Copy each entry below without any change.

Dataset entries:
#####

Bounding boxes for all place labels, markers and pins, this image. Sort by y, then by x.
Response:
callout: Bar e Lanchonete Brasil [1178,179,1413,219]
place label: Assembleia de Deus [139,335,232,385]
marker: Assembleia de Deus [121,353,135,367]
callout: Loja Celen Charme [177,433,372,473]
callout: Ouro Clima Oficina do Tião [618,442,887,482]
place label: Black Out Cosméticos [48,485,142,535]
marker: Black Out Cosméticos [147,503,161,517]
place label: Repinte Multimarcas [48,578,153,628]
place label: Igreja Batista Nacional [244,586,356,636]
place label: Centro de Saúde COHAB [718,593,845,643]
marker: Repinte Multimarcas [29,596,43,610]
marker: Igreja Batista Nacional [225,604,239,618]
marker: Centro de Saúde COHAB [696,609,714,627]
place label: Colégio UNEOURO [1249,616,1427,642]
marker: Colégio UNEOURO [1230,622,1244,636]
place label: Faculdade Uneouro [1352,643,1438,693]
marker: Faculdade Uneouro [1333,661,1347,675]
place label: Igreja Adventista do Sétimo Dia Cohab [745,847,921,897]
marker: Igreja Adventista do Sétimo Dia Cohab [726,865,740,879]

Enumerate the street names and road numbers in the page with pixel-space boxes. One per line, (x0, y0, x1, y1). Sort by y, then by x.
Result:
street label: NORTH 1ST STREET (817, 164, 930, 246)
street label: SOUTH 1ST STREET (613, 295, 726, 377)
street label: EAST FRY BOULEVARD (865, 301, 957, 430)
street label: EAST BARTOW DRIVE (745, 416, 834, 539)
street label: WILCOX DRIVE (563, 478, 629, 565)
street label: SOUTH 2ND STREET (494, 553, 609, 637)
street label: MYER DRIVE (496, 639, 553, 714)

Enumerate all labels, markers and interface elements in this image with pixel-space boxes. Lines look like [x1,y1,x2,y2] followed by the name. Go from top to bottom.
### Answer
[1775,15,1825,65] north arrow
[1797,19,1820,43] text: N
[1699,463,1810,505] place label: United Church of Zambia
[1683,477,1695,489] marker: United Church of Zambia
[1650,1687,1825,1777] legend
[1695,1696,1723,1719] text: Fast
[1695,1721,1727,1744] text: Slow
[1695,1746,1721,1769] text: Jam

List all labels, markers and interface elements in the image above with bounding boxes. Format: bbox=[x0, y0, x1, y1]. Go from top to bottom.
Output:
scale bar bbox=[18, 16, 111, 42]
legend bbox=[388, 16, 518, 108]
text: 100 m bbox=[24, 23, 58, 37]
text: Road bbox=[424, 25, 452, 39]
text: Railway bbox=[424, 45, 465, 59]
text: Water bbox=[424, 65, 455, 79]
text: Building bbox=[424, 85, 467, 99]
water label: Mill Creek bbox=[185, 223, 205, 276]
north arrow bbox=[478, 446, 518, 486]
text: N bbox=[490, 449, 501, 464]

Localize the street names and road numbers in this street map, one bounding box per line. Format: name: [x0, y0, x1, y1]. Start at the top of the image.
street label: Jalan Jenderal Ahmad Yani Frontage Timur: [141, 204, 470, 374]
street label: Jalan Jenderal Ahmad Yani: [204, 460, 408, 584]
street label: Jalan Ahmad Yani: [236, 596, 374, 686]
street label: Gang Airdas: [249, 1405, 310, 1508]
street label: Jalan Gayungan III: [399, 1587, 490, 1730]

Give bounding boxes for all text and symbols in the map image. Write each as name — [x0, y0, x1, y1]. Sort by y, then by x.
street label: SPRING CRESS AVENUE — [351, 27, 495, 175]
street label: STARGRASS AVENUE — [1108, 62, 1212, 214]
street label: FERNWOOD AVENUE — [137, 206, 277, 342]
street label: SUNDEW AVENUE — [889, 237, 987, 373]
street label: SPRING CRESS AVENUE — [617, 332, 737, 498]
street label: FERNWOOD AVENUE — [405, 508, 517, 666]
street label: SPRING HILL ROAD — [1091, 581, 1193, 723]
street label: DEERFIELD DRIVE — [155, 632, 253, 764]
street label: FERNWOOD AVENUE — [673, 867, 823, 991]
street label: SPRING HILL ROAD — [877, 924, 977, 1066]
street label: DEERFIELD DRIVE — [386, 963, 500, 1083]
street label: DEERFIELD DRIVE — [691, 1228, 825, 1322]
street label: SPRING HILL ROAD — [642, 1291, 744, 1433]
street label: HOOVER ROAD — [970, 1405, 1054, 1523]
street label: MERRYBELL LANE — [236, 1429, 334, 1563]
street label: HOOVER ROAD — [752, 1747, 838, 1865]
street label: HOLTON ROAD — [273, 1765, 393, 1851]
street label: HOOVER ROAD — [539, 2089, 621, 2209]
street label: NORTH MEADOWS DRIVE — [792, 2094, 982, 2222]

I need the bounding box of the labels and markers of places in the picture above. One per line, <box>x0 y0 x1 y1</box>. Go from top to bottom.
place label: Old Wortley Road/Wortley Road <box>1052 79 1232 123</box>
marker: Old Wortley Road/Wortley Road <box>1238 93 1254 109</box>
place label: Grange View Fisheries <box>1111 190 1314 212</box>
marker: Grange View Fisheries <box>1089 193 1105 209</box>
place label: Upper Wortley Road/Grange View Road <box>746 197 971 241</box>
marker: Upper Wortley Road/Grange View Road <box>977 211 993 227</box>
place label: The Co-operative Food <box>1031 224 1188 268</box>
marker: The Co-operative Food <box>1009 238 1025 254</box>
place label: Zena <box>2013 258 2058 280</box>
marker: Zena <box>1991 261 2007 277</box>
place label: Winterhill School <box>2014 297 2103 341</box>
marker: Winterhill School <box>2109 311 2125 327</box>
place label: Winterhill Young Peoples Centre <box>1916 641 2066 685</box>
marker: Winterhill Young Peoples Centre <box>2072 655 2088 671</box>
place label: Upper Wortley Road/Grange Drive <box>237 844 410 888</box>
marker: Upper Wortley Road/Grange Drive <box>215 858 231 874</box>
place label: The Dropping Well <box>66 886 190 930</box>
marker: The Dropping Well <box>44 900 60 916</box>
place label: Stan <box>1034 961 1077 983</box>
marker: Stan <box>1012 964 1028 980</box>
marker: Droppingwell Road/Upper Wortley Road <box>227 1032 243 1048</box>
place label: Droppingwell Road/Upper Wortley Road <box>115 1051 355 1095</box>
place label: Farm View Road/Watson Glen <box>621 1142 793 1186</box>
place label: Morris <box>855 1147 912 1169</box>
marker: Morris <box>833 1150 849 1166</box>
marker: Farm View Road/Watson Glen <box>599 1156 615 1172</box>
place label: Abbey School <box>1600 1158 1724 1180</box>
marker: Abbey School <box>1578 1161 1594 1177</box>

#####

• TASK OUTPUT
Bounding boxes for all place labels, markers and pins, this image. Sort by y, then by x.
Response:
callout: Bar e Lanchonete Brasil [1178,179,1413,219]
place label: Assembleia de Deus [139,335,232,385]
marker: Assembleia de Deus [121,353,135,367]
callout: Loja Celen Charme [177,433,372,473]
callout: Ouro Clima Oficina do Tião [618,442,887,482]
place label: Black Out Cosméticos [48,485,142,535]
marker: Black Out Cosméticos [147,503,161,517]
place label: Repinte Multimarcas [48,578,153,628]
place label: Igreja Batista Nacional [244,586,356,636]
place label: Centro de Saúde COHAB [718,593,845,643]
marker: Repinte Multimarcas [29,596,43,610]
marker: Igreja Batista Nacional [225,604,239,618]
marker: Centro de Saúde COHAB [696,609,714,627]
place label: Colégio UNEOURO [1249,616,1427,642]
marker: Colégio UNEOURO [1230,622,1244,636]
place label: Faculdade Uneouro [1352,643,1438,693]
marker: Faculdade Uneouro [1333,661,1347,675]
place label: Igreja Adventista do Sétimo Dia Cohab [745,847,921,897]
marker: Igreja Adventista do Sétimo Dia Cohab [726,865,740,879]

Enumerate the street names and road numbers in the page with pixel-space boxes. One per line, (x0, y0, x1, y1). Sort by y, then by x.
Result:
street label: NORTH 1ST STREET (817, 164, 930, 246)
street label: SOUTH 1ST STREET (613, 295, 726, 377)
street label: EAST FRY BOULEVARD (865, 301, 957, 430)
street label: EAST BARTOW DRIVE (745, 416, 834, 539)
street label: WILCOX DRIVE (563, 478, 629, 565)
street label: SOUTH 2ND STREET (494, 553, 609, 637)
street label: MYER DRIVE (496, 639, 553, 714)

Enumerate all labels, markers and interface elements in this image with pixel-space boxes. Lines look like [x1,y1,x2,y2] followed by the name. Go from top to bottom.
### Answer
[1775,15,1825,65] north arrow
[1797,19,1820,43] text: N
[1699,463,1810,505] place label: United Church of Zambia
[1683,477,1695,489] marker: United Church of Zambia
[1650,1687,1825,1777] legend
[1695,1696,1723,1719] text: Fast
[1695,1721,1727,1744] text: Slow
[1695,1746,1721,1769] text: Jam

List all labels, markers and interface elements in the image above with bounding boxes. Format: bbox=[x0, y0, x1, y1]. Go from top to bottom.
Output:
scale bar bbox=[18, 16, 111, 42]
legend bbox=[388, 16, 518, 108]
text: 100 m bbox=[24, 23, 58, 37]
text: Road bbox=[424, 25, 452, 39]
text: Railway bbox=[424, 45, 465, 59]
text: Water bbox=[424, 65, 455, 79]
text: Building bbox=[424, 85, 467, 99]
water label: Mill Creek bbox=[185, 223, 205, 276]
north arrow bbox=[478, 446, 518, 486]
text: N bbox=[490, 449, 501, 464]

Localize the street names and road numbers in this street map, one bounding box per line. Format: name: [x0, y0, x1, y1]. Start at the top of the image.
street label: Jalan Jenderal Ahmad Yani Frontage Timur: [141, 204, 470, 374]
street label: Jalan Jenderal Ahmad Yani: [204, 460, 408, 584]
street label: Jalan Ahmad Yani: [236, 596, 374, 686]
street label: Gang Airdas: [249, 1405, 310, 1508]
street label: Jalan Gayungan III: [399, 1587, 490, 1730]

Give bounding boxes for all text and symbols in the map image. Write each as name — [x0, y0, x1, y1]. Sort by y, then by x.
street label: SPRING CRESS AVENUE — [351, 27, 495, 175]
street label: STARGRASS AVENUE — [1108, 62, 1212, 214]
street label: FERNWOOD AVENUE — [137, 206, 277, 342]
street label: SUNDEW AVENUE — [889, 237, 987, 373]
street label: SPRING CRESS AVENUE — [617, 332, 737, 498]
street label: FERNWOOD AVENUE — [405, 508, 517, 666]
street label: SPRING HILL ROAD — [1091, 581, 1193, 723]
street label: DEERFIELD DRIVE — [155, 632, 253, 764]
street label: FERNWOOD AVENUE — [673, 867, 823, 991]
street label: SPRING HILL ROAD — [877, 924, 977, 1066]
street label: DEERFIELD DRIVE — [386, 963, 500, 1083]
street label: DEERFIELD DRIVE — [691, 1228, 825, 1322]
street label: SPRING HILL ROAD — [642, 1291, 744, 1433]
street label: HOOVER ROAD — [970, 1405, 1054, 1523]
street label: MERRYBELL LANE — [236, 1429, 334, 1563]
street label: HOOVER ROAD — [752, 1747, 838, 1865]
street label: HOLTON ROAD — [273, 1765, 393, 1851]
street label: HOOVER ROAD — [539, 2089, 621, 2209]
street label: NORTH MEADOWS DRIVE — [792, 2094, 982, 2222]

I need the bounding box of the labels and markers of places in the picture above. One per line, <box>x0 y0 x1 y1</box>. Go from top to bottom.
place label: Old Wortley Road/Wortley Road <box>1052 79 1232 123</box>
marker: Old Wortley Road/Wortley Road <box>1238 93 1254 109</box>
place label: Grange View Fisheries <box>1111 190 1314 212</box>
marker: Grange View Fisheries <box>1089 193 1105 209</box>
place label: Upper Wortley Road/Grange View Road <box>746 197 971 241</box>
marker: Upper Wortley Road/Grange View Road <box>977 211 993 227</box>
place label: The Co-operative Food <box>1031 224 1188 268</box>
marker: The Co-operative Food <box>1009 238 1025 254</box>
place label: Zena <box>2013 258 2058 280</box>
marker: Zena <box>1991 261 2007 277</box>
place label: Winterhill School <box>2014 297 2103 341</box>
marker: Winterhill School <box>2109 311 2125 327</box>
place label: Winterhill Young Peoples Centre <box>1916 641 2066 685</box>
marker: Winterhill Young Peoples Centre <box>2072 655 2088 671</box>
place label: Upper Wortley Road/Grange Drive <box>237 844 410 888</box>
marker: Upper Wortley Road/Grange Drive <box>215 858 231 874</box>
place label: The Dropping Well <box>66 886 190 930</box>
marker: The Dropping Well <box>44 900 60 916</box>
place label: Stan <box>1034 961 1077 983</box>
marker: Stan <box>1012 964 1028 980</box>
marker: Droppingwell Road/Upper Wortley Road <box>227 1032 243 1048</box>
place label: Droppingwell Road/Upper Wortley Road <box>115 1051 355 1095</box>
place label: Farm View Road/Watson Glen <box>621 1142 793 1186</box>
place label: Morris <box>855 1147 912 1169</box>
marker: Morris <box>833 1150 849 1166</box>
marker: Farm View Road/Watson Glen <box>599 1156 615 1172</box>
place label: Abbey School <box>1600 1158 1724 1180</box>
marker: Abbey School <box>1578 1161 1594 1177</box>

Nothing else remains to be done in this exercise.